In 755, the general An Lushan rebelled against Emperor Xuanzong's reign at Fanyang (范陽, i.e., You Prefecture), and soon advanced south to capture territory under imperial control and declare himself as emperor of a new state of Yan. He left his subordinate Jia Xun (賈循) in charge of Fanyang. Ma Sui, who was then at Fanyang, tried to persuade Jia to turn against An. Jia was impressed with Ma, but could not make up his mind. The proposal was leaked, however, and An sent his subordinate Han Chaoyang (韓朝陽) back to Fanyang and killed Jia. Ma fled Fanyang and was hidden by the hermit Xu Yu (徐遇) in the mountains to the west of Fanyang. After Ma hid there for a month, he left and joined the Tang resistance army at Pingyuan (平原, roughly modern Dezhou, Shandong) under Yan Zhenqing. After Pingyuan fell to Yan troops, Ma fled to Wei Commandery (魏郡, in modern Handan, Hebei). Nothing in his official biographies indicated what his activities were for the rest of the Anshi Rebellion.

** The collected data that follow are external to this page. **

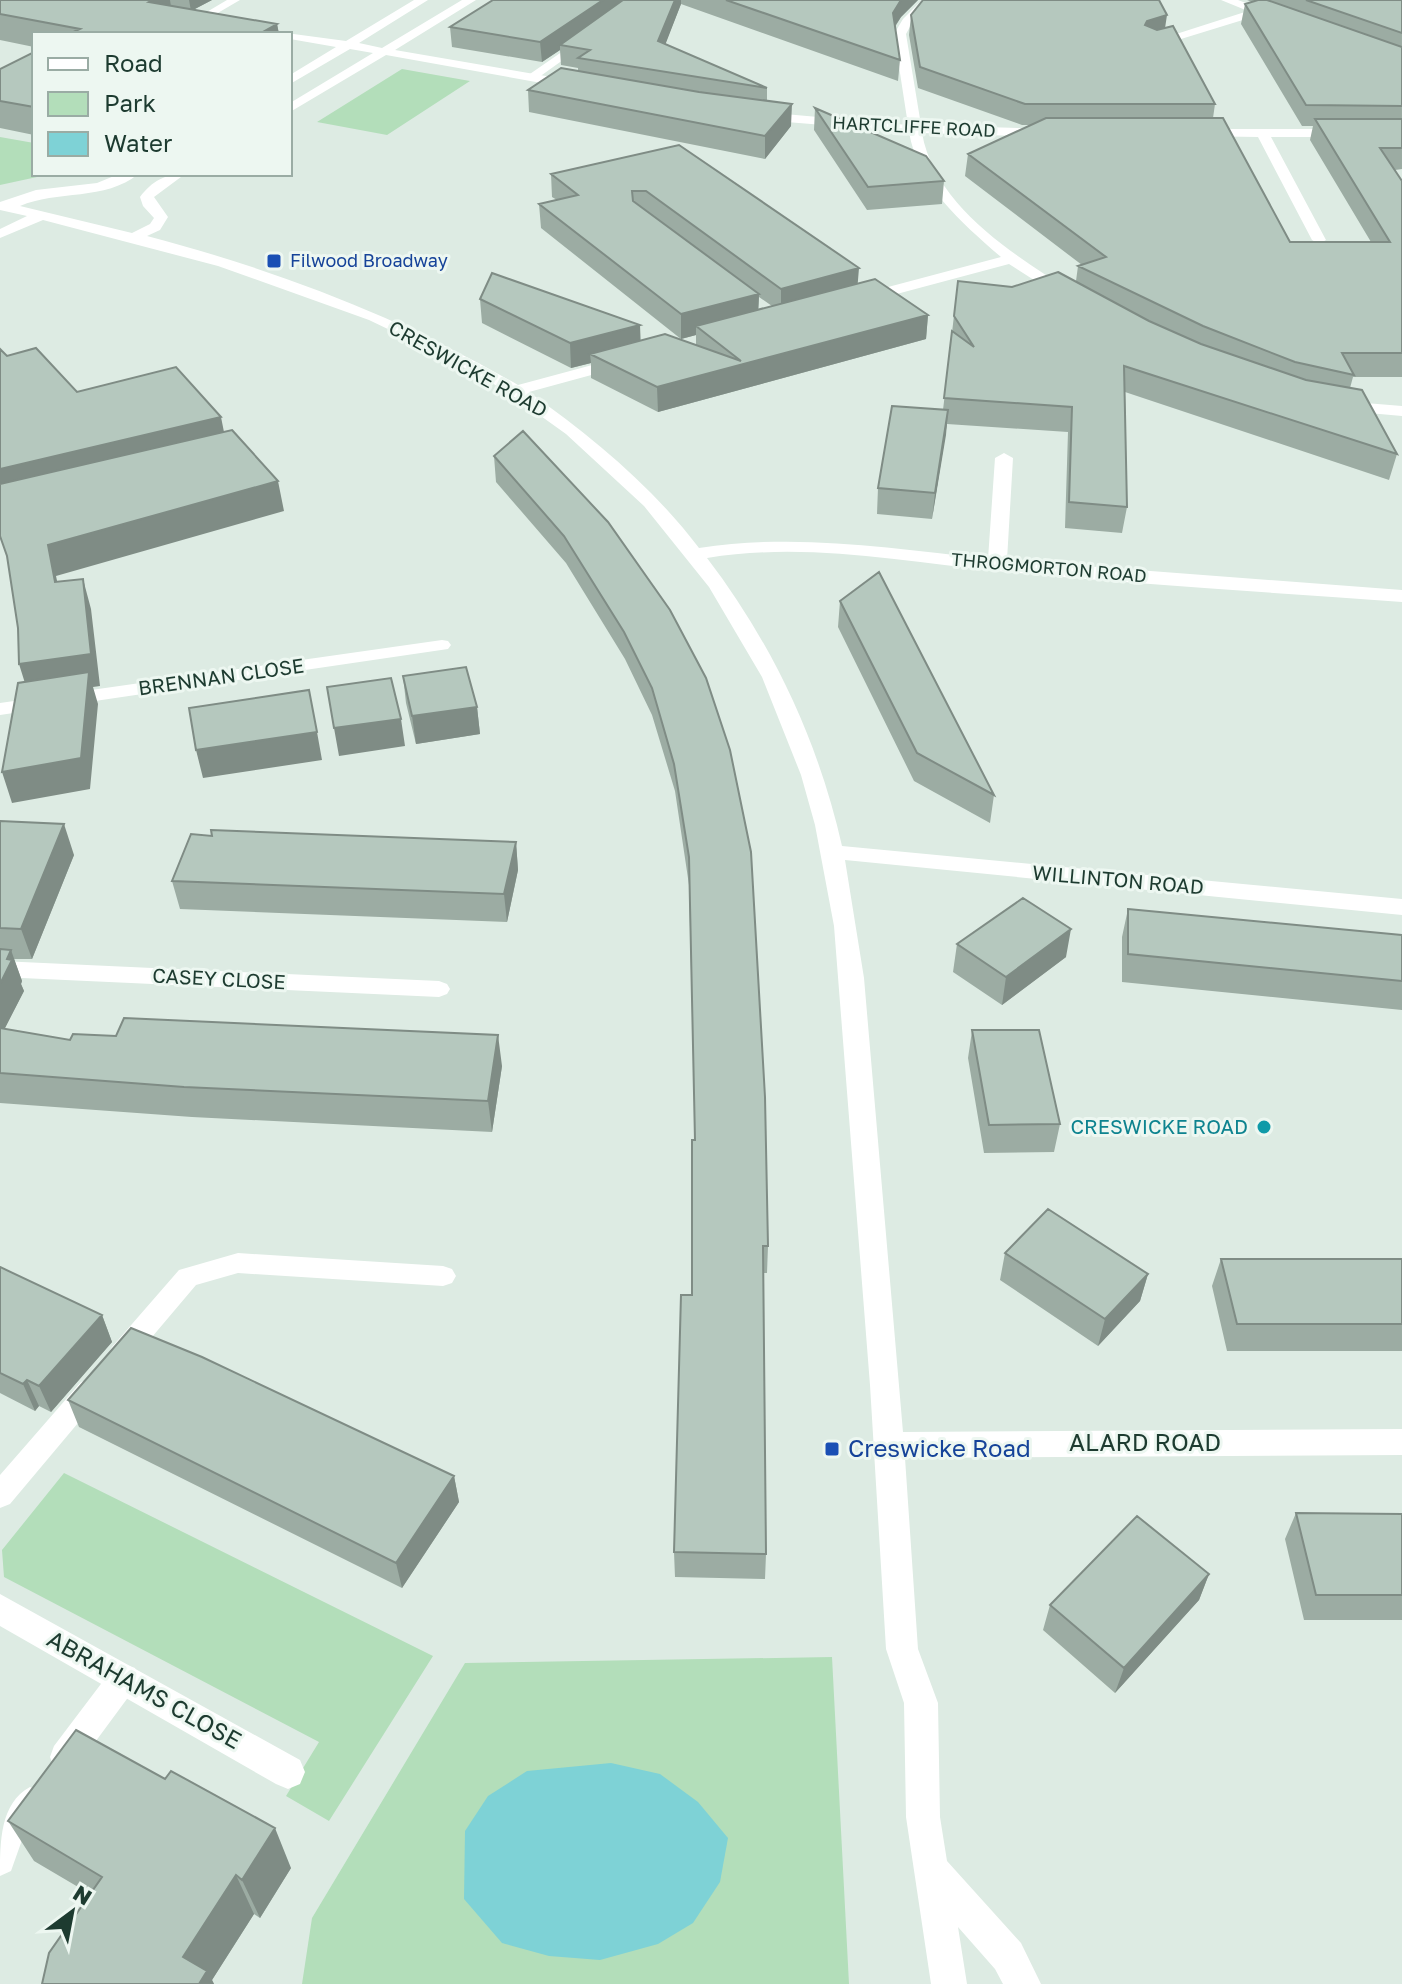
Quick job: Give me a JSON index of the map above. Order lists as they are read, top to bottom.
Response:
{
  "streets": {
    "street": [
      "HARTCLIFFE ROAD",
      "CRESWICKE ROAD",
      "THROGMORTON ROAD",
      "WILLINTON ROAD",
      "ALARD ROAD",
      "ABRAHAMS CLOSE"
    ],
    "lane": ["BRENNAN CLOSE", "CASEY CLOSE"]
  },
  "crossings": [
    ["CRESWICKE ROAD", "THROGMORTON ROAD"],
    ["CRESWICKE ROAD", "WILLINTON ROAD"],
    ["CRESWICKE ROAD", "ALARD ROAD"]
  ],
  "places": {
    "transit": ["Filwood Broadway", "Creswicke Road"],
    "other": ["CRESWICKE ROAD"]
  },
  "legend": ["Road", "Park", "Water"],
  "north": "top right"
}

== During Emperor Daizong's reign ==
During the Baoyin era (762–763) of Emperor Xuanzong's grandson Emperor Daizong, near the end of the Anshi Rebellion, Li Baoyu, the military governor (jiedushi) of Zelu Circuit (澤潞, headquartered in modern Changzhi, Shanxi), made Mao Sui the sheriff of Zhaocheng County (趙城, in modern Linfen, Shanxi). After the end of the Anshi Rebellion with the death of Yan's last emperor Shi Chaoyi in 763, the Huige troops under its Dengli Khan Yaoluoge Yidijian (藥羅葛移地健), who were in Tang lands to help with the efforts against Yan, were returning home, and on the way, they went through Tang territory without any regards for Tang local officials, killing and pillaging at will. When they were set to pass through Zelu Circuit, Li Baoyu could find no subordinates willing to be in charge of welcoming the Huige troops. Ma volunteered, and, before Huige troops arrived, he first gave gifts to their commanders. The commanders, in return, issued orders authorizing Ma to punish Huige soldiers not following orders. Ma then, as the Huige troops were arriving, had several prisoners who were already sentenced to death dressed up as his own attendants, and, if they even disobeyed his orders in any minor manner, he had them beheaded in the Huige soldiers' presence. Subdued by this display, the Huige soldiers, as they went through Zelu Circuit, were willing to abide by regulations. This impressed Li Baoyu greatly. Ma then further warned Li Baoyu that he believed the major general Pugu Huai'en, who had accepted the surrenders of four major Yan generals at the end of the Anshi Rebellion (Li Huaixian, Xue Song, Li Baochen, and Tian Chengsi) and had recommended that they be allowed to remain as military governors, and who was also Yaoluoge Yidijian's father-in-law, might be intending to rebel and having designs on Zelu and Hedong (河東, headquartered in modern Taiyuan, Shanxi) Circuits. He recommended precautions, and Li Baoyu agreed. Subsequently, when Pugu did rebel, he sought food supplies from Xue. Li Baoyu sent Ma to persuade Xue not to cooperate with Pugu, and Xue turned against Pugu. As a result, Ma was promoted.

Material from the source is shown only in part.